The phoneme corresponding to the grapheme ą includes the following constituent elements: (1) the art. element of contracting and rounding the lips, combined with the activity of the back section of the tongue. Together they modify the passive position of the oral cavity to produce : (2) an aud. element of resonance due to this very modification of the oral cavity; (3) an art.-aud. element consisting of the contraction of the vocal cords (the art. element), producing a corresponding acoustic vibration (the aud. element); and (4) the non-participation of the soft palate, i.e., its lax position (the art. element) which allows the expelled air to pass through the nasal cavity and produce a nasal resonance (the aud. element).
Each psychologically indivisible articulatory element we shall call a kineme, and each psychologically indivisible acoustic element, an aconsmeme, whereas the acoustic result corresponding to the articulatory activity we shall call a kinakeme. This is the indivisible and twofold art.-acoustic element, which, Janus-like, has one face turned toward the physiological and motor activities of the speech organs, and the other toward the sphere of acoustics, i.e., the sphere of vibrating air and auditory impressions produced by these vibrations.
The above terms may at first glance seem strange and will undoubtedly startle the reader, and I only use them with reluctance. But I cannot avoid using them, since any newly formulated seientific concept requires its own verbal symbol.
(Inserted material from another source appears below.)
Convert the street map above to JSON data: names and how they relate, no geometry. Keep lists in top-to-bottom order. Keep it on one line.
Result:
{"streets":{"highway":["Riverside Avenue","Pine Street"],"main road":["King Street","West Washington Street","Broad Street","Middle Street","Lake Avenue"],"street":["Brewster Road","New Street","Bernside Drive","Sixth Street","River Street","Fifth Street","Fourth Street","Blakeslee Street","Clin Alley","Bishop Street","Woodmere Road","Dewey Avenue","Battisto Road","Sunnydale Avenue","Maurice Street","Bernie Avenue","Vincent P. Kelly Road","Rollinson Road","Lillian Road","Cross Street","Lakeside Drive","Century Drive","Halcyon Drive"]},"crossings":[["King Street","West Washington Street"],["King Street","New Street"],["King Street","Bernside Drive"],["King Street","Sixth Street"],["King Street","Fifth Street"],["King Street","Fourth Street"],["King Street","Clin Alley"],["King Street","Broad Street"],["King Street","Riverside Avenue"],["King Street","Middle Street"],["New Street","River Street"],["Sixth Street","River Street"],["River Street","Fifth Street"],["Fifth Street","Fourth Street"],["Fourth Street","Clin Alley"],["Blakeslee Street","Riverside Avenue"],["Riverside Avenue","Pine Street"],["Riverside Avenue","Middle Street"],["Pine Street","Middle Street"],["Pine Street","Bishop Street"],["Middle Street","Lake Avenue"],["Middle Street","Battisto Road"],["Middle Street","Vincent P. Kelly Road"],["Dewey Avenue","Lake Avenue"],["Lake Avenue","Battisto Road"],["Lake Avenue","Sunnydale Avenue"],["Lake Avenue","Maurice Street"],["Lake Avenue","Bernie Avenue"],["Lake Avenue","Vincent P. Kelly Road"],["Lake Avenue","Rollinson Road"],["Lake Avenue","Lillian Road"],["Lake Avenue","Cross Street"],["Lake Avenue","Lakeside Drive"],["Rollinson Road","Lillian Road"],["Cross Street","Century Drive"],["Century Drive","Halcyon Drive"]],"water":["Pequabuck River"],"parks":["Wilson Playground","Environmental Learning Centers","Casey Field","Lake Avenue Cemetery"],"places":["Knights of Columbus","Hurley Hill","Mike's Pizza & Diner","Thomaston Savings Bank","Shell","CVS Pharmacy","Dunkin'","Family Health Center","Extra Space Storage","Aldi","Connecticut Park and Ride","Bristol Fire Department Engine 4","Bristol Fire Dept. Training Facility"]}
§15. In order to give a historical outline of the art.-aud. aspect of the Polish linguistic system, whose direct predecessors include Slavic and proto-Slavic, and the more remote predecessors, IE and proto-IE, we must first of all establish the art.-aud. make-up of proto-IE and then show how its elements developed in the course of time, by either remaining more or less the same as in their initial period, or by changing their form, i.e., by changing the place or manner of articulation, by splitting into two or more variants, or by disappearing altogether.
§16. The juxtaposition and comparison of the various IE languages which constitute the branches of a once common language enables us to infer that original IE contained three categories of phonemes which differed in syllabicity, the configuration of the oral cavity and the articulatory-acoustic activities of the speech organs. These categories were:
1) pure consonants, i.e., phonemes which are incapable of forming syllables and are, from an articulatory viewpoint, occlusive, with the oral cavity being completely or partially closed. The corresponding auditory element results from the specific manner of closure of the lips or the tongue (the graphic symbols of these phonemes are p, b, t, d, k, g. . . , s. . .);
2) pure vowels, i.e., syllabic and open sounds which are produced when the movements of the lips and some part of the tongue modify the oral cavity, making it into a resonator for the vibrating air expelled from the lungs: a, o, e, u, i. . . ;
3) semiopen sounds, or phonemes, which are intermediate between consonants and vowels with regard to both syllabicity, the behavior of the lips and tongue, and the shape of the oral cavity. These include the phonemes which are represented by the graphic symbols r, l (“liquids”), m, n (nasals), u, i (the semi-vowels , or w, j). All these phonemes may function both as non-syllabics (consonants) or as syllabics (sonants).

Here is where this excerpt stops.